**Excerpted data**
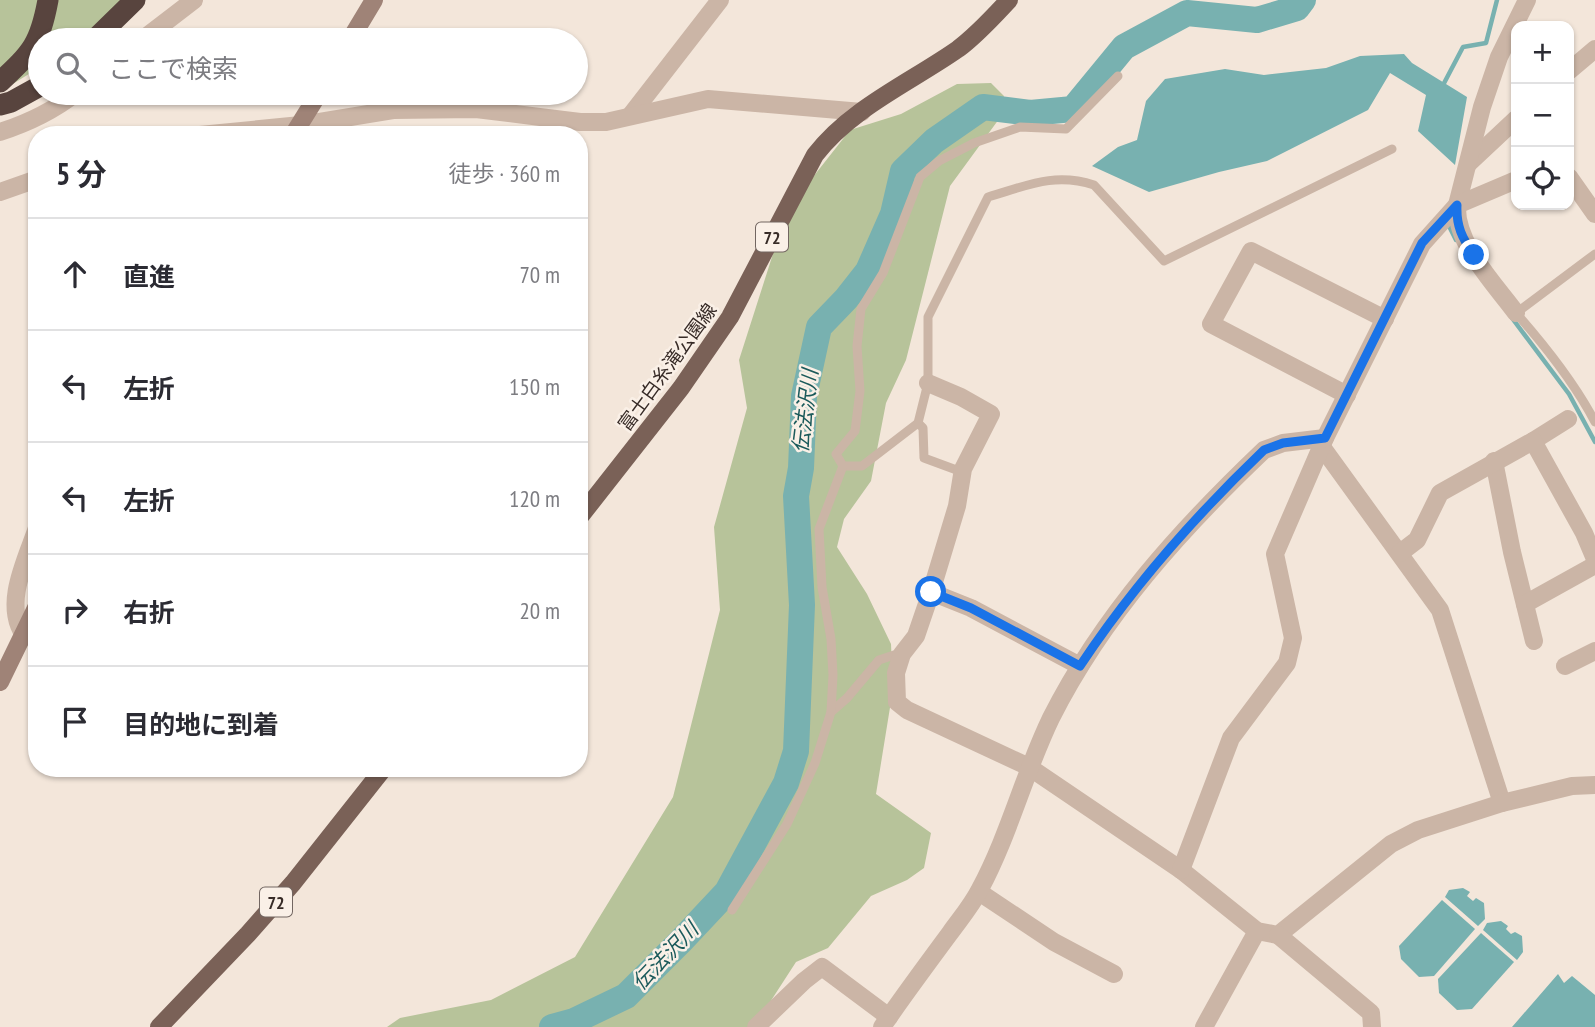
<!DOCTYPE html>
<html lang="ja">
<meta charset="utf-8">
<style>
body{margin:0;font-family:"PT Sans Narrow","Noto Sans JP",sans-serif;background:#f7f7f7;color:#2b2b33}
.controls{position:absolute;right:21px;top:21px;display:grid;overflow:hidden;border-radius:14px;box-shadow:0 2px 5px #0004}
.controls button{width:63px;height:63px;display:grid;place-items:center;padding:0;border:0;border-bottom:2px solid #e1e1e2;background:#fff;color:#2b2b33;font:35px sans-serif}
.stop{position:absolute;width:21px;height:21px;margin:-16px;border:5px solid #1a73e8;border-radius:50%;background:#fff}
.stop.end{background:#1a73e8;border-color:#fff;box-shadow:0 2px 7px #0008}
.list{margin:0;padding:0;list-style:none}
h2{display:flex;justify-content:space-between;align-items:center;height:91px;margin:0;padding:0 28px;font-size:30px}
h2 small{font-size:23px;font-weight:400;color:#7c7c81}
.list li{display:grid;grid-template-columns:46px 1fr auto;gap:21px;align-items:center;box-sizing:border-box;height:112px;padding:0 28px;border-top:2px solid #e1e1e2}
.list b{display:block;font-size:26px;white-space:nowrap}
.list em{font-size:23px;font-style:normal;color:#7c7c81}
.icon{flex:none;width:38px;height:38px;fill:none;stroke:currentColor;stroke-width:2;stroke-linecap:round;stroke-linejoin:round}
.map{position:relative;flex:none;width:1595px;height:1027px;overflow:hidden}
.search{position:absolute;background:#fff;box-shadow:0 2px 5px #0004;left:28px;top:28px;width:560px;height:77px;display:flex;align-items:center;gap:18px;box-sizing:border-box;padding:0 24px;border-radius:38px;color:#7c7c81;font-size:26px}
.panel{position:absolute;background:#fff;box-shadow:0 2px 5px #0004;left:28px;top:126px;width:560px;height:651px;border-radius:28px}
.map>svg:first-child{display:block}
.green{fill:#b7c39a}
.water{fill:#78b1b0}
.lines{fill:none;stroke-linecap:round;stroke-linejoin:round}
.stream{stroke:#78b1b0;stroke-width:4.5}
.river{stroke:#78b1b0;stroke-width:26}
.lane{stroke:#cbb5a6;stroke-width:9}
.street{stroke:#cbb5a6;stroke-width:18}
.secondary{stroke:#9f8377;stroke-width:18}
.primary{stroke:#7a6157;stroke-width:18}
.highway{stroke:#58443e;stroke-width:21}
.route{stroke:#1a73e8;stroke-width:9}
.labels{text-anchor:middle;dominant-baseline:central;stroke-width:5;stroke-linejoin:round;paint-order:stroke}
.shield{fill:#faf0e7;stroke:#726661;stroke-width:2}
.shield-label{font-size:18px;font-weight:bold;fill:#372b27}
.street-label{font-size:19px;fill:#372b27;stroke:#faf0e7}
.water-label{font-size:21px;font-style:italic;fill:#1b5a5b;stroke:#faf0e7}
</style>
<div class="map">
<svg width="1595" height="1027" viewBox="0 0 1595 1027">
<rect width="100%" height="100%" fill="#f3e6da"/>
<g class="green">
<path d="M0 0H122L79 40H40V67L0 92Z"/>
<path d="M991 83 1004 96 999 119 950 186 906 360 886 403 871 481 844 519 837 547 867 594 891 644 893 689 876 794 931 833 924 868 907 880 871 896 828 948 796 962 754 1027H387L400 1018 491 1000 575 957 673 797 720 610 714 527 747 408 739 360 787 210 850 130 901 114 957 84Z"/>
</g>
<g class="water">
<path d="M1404 54 1412 63 1467 97 1455 165 1418 131 1426 95 1390 73 1368 110 1267 161 1219 172 1149 192 1092 166 1118 147 1137 140 1146 101 1165 79 1225 69 1264 75 1326 68 1360 56Z"/>
<path d="M1463 888 1470 892 1467 896 1473 901 1476 898 1484 903 1485 919 1478 926 1445 897 1449 890Z"/>
<path d="M1442 900 1475 929 1434 976 1419 977 1401 959 1399 946Z"/>
<path d="M1501 921 1508 926 1506 929 1511 934 1515 932 1522 936 1523 952 1517 960 1483 930 1487 923Z"/>
<path d="M1481 933 1514 962 1472 1009 1457 1010 1439 993 1438 979Z"/>
<path d="M1558 974 1564 983 1572 976 1595 995V1027H1512Z"/>
</g>
<g class="lines">
<g class="stream">
<path d="M1442 87 1463 47 1486 43 1497 0"/>
<path d="M1449 226 1456 240"/>
<path d="M1512 318 1569 394 1595 442"/>
</g>
<path class="river" d="M552 1027 574 1021 626 996 681 941 727 892 786 783 796 751 802 605 796 496 801 468 804 396 819 327 846 299 868 271 893 214 903 171 934 141 983 107 1030 113 1073 109 1124 47 1187 13 1257 20 1297 8 1303 0"/>
<g class="lane">
<path d="M1595 254 1516 313C1546 347 1574 382 1595 422"/>
<path d="M918 423 923 428 924 458 962 472"/>
<path d="M843 466H862L918 423 928 383V317L988 197C1026 186 1054 172 1094 185L1164 261 1392 149"/>
<path d="M831 712 847 698 879 660 903 652"/>
<path d="M732 910 787 824 815 763 831 712 833 675 831 639 822 587 819 529 843 466 836 454 855 431 860 391 857 346 861 309 883 273 920 177 939 161 974 143 1020 127 1066 129 1118 76"/>
</g>
<g class="street">
<path d="M142 40 194 0"/>
<path d="M1569 71 1595 49"/>
<path d="M630 116 720 0"/>
<path d="M0 132C28 123 53 111 76 93"/>
<path d="M200 135 301 125 393 110 476 109 580 122H606L708 99 862 112"/>
<path d="M1469 163 1516 119"/>
<path d="M1569 177 1595 214"/>
<path d="M0 192 37 179"/>
<path d="M1516 313C1494 283 1455 244 1457 205L1482 107 1499 57 1527 0"/>
<path d="M928 383 961 397 991 414 963 469 957 506 931 592 971 608 1080 666"/>
<path d="M1347 395 1211 324 1251 251 1385 319"/>
<path d="M1533 441 1568 419"/>
<path d="M1322 447 1440 610 1502 803"/>
<path d="M1494 461 1512 552 1534 641"/>
<path d="M1400 553 1417 540 1440 493 1533 441 1584 533 1595 559"/>
<path d="M931 592 916 636 902 654 896 673 897 702 907 710 1029 767 1181 870 1257 931 1278 935 1391 844 1418 830 1502 803 1572 786 1595 785"/>
<path d="M1525 604 1595 565"/>
<path d="M24 635C3 604 26 560 37 528"/>
<path d="M1565 666 1595 651"/>
<path d="M1181 870 1231 738 1287 663 1293 638 1275 554 1325 438 1422 244 1457 205 1516 180"/>
<path d="M979 892 1054 942 1114 974"/>
<path d="M1278 935 1371 1013 1372 1027"/>
<path d="M756 1027 804 981 822 967 889 1017"/>
<path d="M882 1027C904 995 927 964 950 933 960 919 972 905 980 889 1009 835 1024 774 1051 718 1103 615 1181 529 1264 450L1283 443 1325 438"/>
<path d="M1204 1027 1257 931"/>
</g>
<g class="secondary">
<path d="M350 40 374 0"/>
<path d="M293 135 319 93"/>
<path d="M0 682 37 606"/>
</g>
<g class="primary">
<path d="M579 518 681 388 730 317 815 155C851 108 911 82 958 49 977 35 993 17 1009 0"/>
<path d="M159 1027 248 934 293 883 384 768"/>
</g>
<g class="highway">
<path d="M94 40 135 0"/>
<path d="M0 82C32 52 40 44 48 0"/>
<path d="M0 105 11 102 40 86"/>
</g>
</g>
<g class="lines">
<path class="route" d="M931 592 971 608 1080 666C1133 586 1195 516 1264 450L1283 443 1325 438 1422 243 1457 205C1456 226 1462 238 1474 255"/>
</g>
<g class="labels">
<g class="shield">
<rect x="756" y="222.5" width="32" height="29" rx="5"/>
<rect x="260" y="887.5" width="32" height="29" rx="5"/>
</g>
<g class="shield-label">
<text x="772" y="237">72</text>
<text x="276" y="902">72</text>
</g>
<g class="street-label">
<text transform="translate(667 367) rotate(-54)">富士白糸滝公園線</text>
</g>
<g class="water-label">
<text transform="translate(805 411) rotate(-83)">伝法沢川</text>
<text transform="translate(665 956) rotate(-46)">伝法沢川</text>
</g>
</g>
</svg>
<div class="controls">
<button>+</button>
<button>−</button>
<button><svg class="icon" aria-label="locate" viewBox="0 0 24 24"><circle cx="12" cy="12" r="6"/><path d="M12 2v4M12 18v4M2 12h4M18 12h4"/></svg></button>
</div>
<div class="stop" style="left:931px;top:592px"></div>
<div class="stop end" style="left:1474px;top:255px"></div>
<div class="search"><svg class="icon" aria-label="search" viewBox="0 0 24 24"><circle cx="10" cy="10" r="6"/><path d="M15 15l6 6"/></svg>ここで検索</div>
<section class="panel">
<h2>5 分<small>徒歩 · 360 m</small></h2>
<ul class="list">
<li><svg class="icon" aria-label="ahead" viewBox="0 0 24 24"><path d="M12 20V5M6 11l6-6 6 6"/></svg><div><b>直進</b></div><em>70 m</em></li>
<li><svg class="icon" aria-label="left" viewBox="0 0 24 24"><path d="M17 20v-9H6M10 6l-5 5 5 5"/></svg><div><b>左折</b></div><em>150 m</em></li>
<li><svg class="icon" aria-label="left" viewBox="0 0 24 24"><path d="M17 20v-9H6M10 6l-5 5 5 5"/></svg><div><b>左折</b></div><em>120 m</em></li>
<li><svg class="icon" aria-label="right" viewBox="0 0 24 24"><path d="M7 20v-9h11M14 6l5 5-5 5"/></svg><div><b>右折</b></div><em>20 m</em></li>
<li><svg class="icon" aria-label="arrive" viewBox="0 0 24 24"><path d="M6 21V4h12l-3 4 3 4H6"/></svg><div><b>目的地に到着</b></div></li>
</ul>
</section>
</div>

**Aim of the task**
In the material above, find each line that has the string "padding" and return it.

**Response area**
.controls button{width:63px;height:63px;display:grid;place-items:center;padding:0;border:0;border-bottom:2px solid #e1e1e2;background:#fff;color:#2b2b33;font:35px sans-serif}
.list{margin:0;padding:0;list-style:none}
h2{display:flex;justify-content:space-between;align-items:center;height:91px;margin:0;padding:0 28px;font-size:30px}
.list li{display:grid;grid-template-columns:46px 1fr auto;gap:21px;align-items:center;box-sizing:border-box;height:112px;padding:0 28px;border-top:2px solid #e1e1e2}
.search{position:absolute;background:#fff;box-shadow:0 2px 5px #0004;left:28px;top:28px;width:560px;height:77px;display:flex;align-items:center;gap:18px;box-sizing:border-box;padding:0 24px;border-radius:38px;color:#7c7c81;font-size:26px}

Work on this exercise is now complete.